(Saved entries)
+++++

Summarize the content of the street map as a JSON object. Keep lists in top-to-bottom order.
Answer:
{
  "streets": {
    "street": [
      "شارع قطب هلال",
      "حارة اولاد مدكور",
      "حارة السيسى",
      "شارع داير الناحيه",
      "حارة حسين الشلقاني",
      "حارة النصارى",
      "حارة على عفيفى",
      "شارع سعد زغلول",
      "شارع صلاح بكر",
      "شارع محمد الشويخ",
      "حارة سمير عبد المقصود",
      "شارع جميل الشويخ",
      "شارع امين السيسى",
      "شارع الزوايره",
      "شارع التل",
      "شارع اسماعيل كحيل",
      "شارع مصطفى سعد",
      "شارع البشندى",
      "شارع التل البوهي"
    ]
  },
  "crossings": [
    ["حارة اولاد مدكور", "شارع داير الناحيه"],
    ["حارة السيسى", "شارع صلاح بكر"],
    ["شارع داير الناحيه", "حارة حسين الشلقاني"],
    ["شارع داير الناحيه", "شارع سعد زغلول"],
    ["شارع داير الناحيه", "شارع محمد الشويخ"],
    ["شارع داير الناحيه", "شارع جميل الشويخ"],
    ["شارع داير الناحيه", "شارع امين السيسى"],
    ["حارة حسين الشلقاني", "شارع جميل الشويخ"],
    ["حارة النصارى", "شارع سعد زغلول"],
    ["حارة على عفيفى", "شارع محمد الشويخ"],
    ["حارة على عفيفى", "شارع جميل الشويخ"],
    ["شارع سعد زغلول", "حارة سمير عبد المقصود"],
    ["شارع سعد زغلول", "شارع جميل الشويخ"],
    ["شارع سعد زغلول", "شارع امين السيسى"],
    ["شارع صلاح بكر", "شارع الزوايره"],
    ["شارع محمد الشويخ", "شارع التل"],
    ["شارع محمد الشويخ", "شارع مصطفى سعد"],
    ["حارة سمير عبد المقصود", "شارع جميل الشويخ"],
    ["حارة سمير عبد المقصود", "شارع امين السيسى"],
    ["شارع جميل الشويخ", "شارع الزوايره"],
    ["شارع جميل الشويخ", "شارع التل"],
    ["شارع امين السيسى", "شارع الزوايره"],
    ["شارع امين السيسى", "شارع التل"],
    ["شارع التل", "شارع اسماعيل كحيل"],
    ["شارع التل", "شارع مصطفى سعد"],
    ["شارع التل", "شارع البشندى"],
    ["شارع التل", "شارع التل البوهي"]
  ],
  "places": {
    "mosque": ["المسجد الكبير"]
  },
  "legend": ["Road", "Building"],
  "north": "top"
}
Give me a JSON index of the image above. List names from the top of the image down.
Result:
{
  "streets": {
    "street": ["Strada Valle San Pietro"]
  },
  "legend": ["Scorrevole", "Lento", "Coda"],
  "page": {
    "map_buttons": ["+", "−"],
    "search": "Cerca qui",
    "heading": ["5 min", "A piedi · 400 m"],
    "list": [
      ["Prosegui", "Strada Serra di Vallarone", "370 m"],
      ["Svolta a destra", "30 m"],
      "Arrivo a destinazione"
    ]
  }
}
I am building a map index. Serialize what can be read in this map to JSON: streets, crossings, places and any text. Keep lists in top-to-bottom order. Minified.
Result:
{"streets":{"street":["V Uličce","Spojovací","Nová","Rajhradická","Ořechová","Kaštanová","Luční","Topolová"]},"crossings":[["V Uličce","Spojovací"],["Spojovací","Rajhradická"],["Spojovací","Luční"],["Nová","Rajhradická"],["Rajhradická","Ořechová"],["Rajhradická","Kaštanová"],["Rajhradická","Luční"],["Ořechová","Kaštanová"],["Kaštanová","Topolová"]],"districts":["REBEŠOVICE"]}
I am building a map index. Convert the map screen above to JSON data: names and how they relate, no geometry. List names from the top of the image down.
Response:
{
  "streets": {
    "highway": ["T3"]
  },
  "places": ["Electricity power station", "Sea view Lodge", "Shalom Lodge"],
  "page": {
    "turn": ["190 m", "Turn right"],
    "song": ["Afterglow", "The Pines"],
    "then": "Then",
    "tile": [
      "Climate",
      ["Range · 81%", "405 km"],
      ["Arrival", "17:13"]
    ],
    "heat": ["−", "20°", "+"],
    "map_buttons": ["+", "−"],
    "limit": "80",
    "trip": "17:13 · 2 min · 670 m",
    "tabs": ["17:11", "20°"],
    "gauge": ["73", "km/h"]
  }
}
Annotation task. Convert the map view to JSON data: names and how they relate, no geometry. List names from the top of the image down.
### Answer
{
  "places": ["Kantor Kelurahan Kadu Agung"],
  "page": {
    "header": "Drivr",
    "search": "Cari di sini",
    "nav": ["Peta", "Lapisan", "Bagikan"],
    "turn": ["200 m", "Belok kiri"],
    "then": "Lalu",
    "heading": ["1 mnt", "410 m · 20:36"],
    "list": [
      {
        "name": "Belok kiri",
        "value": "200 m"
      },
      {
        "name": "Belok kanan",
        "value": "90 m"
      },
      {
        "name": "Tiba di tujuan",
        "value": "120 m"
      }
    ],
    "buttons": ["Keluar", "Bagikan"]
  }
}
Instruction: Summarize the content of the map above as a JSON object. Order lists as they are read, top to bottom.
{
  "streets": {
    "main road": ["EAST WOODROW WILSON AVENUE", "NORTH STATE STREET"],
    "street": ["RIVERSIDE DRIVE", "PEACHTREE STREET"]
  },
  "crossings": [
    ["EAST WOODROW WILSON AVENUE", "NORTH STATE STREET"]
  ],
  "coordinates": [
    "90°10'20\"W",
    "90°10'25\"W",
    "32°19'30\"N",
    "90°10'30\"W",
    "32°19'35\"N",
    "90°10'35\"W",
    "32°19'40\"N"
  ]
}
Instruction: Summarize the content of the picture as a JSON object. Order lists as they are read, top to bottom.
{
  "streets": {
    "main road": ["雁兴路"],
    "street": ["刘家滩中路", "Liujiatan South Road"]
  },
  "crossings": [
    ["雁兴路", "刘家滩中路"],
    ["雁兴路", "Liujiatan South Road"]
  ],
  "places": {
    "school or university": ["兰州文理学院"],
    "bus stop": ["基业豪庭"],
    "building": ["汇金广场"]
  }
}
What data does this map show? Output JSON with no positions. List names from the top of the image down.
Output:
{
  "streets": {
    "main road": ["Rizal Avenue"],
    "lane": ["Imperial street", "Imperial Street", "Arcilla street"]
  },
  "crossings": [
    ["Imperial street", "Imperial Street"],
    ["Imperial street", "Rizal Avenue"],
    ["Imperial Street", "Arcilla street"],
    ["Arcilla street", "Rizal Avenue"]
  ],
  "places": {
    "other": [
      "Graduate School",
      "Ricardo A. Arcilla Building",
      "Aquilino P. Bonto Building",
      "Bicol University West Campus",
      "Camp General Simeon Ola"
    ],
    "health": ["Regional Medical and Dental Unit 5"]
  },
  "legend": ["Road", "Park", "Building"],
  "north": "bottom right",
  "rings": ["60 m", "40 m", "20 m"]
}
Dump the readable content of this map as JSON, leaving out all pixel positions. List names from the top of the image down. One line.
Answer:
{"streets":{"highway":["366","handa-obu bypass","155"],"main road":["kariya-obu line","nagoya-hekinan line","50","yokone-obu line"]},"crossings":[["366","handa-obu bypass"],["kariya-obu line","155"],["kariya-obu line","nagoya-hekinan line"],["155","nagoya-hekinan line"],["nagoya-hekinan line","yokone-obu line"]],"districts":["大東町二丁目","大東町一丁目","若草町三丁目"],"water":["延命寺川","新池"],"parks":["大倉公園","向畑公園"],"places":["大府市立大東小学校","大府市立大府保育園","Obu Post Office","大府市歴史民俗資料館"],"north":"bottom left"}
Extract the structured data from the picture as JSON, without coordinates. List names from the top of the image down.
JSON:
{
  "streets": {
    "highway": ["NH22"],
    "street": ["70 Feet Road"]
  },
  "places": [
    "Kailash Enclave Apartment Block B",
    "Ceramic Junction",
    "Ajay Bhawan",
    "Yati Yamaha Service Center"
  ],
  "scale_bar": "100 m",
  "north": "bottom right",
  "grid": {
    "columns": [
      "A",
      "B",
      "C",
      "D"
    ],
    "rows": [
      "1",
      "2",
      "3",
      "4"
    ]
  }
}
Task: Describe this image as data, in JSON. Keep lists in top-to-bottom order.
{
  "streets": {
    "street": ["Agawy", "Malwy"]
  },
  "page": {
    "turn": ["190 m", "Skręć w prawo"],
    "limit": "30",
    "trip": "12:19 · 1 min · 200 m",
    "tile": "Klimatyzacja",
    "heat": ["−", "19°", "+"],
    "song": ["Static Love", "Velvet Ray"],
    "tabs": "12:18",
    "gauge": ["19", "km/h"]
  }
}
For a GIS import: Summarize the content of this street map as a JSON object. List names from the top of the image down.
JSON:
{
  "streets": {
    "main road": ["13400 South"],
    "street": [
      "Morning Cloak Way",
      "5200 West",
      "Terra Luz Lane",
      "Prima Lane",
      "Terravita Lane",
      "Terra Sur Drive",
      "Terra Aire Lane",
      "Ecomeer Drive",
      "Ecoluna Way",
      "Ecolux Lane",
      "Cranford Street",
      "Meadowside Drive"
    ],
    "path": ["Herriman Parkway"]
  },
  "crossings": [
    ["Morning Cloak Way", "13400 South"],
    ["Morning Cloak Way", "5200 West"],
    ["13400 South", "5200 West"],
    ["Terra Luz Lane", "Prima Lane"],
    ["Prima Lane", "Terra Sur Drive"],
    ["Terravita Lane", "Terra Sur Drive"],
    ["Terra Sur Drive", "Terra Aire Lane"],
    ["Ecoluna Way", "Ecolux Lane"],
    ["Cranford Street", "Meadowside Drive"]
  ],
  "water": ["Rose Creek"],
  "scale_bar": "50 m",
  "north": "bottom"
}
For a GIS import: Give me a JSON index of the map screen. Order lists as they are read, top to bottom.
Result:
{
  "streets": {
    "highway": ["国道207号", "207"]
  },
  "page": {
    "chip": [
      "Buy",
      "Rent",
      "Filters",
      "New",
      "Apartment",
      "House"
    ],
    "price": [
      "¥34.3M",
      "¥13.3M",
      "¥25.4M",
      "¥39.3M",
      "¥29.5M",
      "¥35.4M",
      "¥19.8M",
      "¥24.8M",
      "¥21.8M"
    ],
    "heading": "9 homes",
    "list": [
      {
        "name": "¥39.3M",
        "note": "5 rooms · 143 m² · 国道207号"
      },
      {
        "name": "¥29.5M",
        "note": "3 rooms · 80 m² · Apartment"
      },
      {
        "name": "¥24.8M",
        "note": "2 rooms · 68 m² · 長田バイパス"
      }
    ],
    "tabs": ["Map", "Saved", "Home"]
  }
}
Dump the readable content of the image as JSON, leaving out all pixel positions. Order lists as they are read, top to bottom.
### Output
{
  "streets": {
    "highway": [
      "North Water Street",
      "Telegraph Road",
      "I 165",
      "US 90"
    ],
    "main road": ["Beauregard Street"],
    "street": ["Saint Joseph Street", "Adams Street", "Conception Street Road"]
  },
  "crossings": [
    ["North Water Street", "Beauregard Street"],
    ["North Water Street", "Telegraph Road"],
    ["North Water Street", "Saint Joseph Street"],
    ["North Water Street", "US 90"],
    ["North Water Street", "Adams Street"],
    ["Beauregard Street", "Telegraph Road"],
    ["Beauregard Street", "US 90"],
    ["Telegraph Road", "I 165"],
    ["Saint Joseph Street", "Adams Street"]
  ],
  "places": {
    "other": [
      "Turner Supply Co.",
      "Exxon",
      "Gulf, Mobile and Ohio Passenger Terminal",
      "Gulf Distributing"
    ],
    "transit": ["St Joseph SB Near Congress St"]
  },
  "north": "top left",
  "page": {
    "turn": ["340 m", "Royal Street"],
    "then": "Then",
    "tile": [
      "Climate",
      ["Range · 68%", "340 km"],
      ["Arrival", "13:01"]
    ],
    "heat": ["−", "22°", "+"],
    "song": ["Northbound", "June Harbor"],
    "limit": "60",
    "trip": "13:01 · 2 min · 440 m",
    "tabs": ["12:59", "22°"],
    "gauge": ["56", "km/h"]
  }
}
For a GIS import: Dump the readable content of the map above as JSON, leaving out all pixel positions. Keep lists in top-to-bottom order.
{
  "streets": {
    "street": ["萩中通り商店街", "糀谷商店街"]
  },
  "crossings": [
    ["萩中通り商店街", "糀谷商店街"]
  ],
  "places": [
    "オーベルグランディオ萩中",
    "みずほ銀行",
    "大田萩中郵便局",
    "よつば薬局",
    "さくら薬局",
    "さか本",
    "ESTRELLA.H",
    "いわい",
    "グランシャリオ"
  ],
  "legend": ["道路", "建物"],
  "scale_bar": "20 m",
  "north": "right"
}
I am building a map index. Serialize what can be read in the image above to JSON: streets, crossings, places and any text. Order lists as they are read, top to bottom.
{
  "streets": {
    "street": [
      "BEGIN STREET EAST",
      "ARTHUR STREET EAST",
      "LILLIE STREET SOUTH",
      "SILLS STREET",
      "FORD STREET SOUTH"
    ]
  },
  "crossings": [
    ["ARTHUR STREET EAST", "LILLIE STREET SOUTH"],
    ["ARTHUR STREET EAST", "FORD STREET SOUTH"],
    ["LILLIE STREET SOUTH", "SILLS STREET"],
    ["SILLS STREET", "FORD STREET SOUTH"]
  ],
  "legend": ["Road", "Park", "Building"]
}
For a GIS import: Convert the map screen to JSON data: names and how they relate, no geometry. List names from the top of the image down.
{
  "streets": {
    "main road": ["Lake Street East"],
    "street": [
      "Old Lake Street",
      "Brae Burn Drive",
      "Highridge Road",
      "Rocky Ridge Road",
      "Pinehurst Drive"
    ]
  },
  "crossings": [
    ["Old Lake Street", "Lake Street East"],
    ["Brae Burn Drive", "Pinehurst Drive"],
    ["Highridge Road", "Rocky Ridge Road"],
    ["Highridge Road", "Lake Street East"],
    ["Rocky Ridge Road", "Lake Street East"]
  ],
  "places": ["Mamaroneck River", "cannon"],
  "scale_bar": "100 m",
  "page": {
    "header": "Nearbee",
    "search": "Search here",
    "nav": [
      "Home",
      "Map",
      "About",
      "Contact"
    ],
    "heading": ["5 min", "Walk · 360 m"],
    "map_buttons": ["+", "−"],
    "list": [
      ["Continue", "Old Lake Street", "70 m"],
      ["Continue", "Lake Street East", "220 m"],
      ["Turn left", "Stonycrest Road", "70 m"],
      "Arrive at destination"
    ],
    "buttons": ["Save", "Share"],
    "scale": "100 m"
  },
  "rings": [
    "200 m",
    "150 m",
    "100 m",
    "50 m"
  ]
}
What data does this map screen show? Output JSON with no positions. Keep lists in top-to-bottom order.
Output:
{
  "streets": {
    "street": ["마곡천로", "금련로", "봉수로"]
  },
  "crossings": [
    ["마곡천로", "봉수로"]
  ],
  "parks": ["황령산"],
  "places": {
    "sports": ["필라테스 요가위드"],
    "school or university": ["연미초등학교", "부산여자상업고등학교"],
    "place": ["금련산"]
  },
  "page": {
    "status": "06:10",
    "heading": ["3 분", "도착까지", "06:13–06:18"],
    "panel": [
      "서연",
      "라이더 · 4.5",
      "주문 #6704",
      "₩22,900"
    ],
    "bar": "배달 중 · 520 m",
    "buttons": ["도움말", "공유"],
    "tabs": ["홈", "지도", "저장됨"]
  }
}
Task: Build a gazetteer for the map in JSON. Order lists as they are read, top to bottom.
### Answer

+++++

**Assigned task**
Filter the data down to the lines that contain the string "does", and copy them.

**Answer to this problem**
What data does this map show? Output JSON with no positions. List names from the top of the image down.
What data does this map screen show? Output JSON with no positions. Keep lists in top-to-bottom order.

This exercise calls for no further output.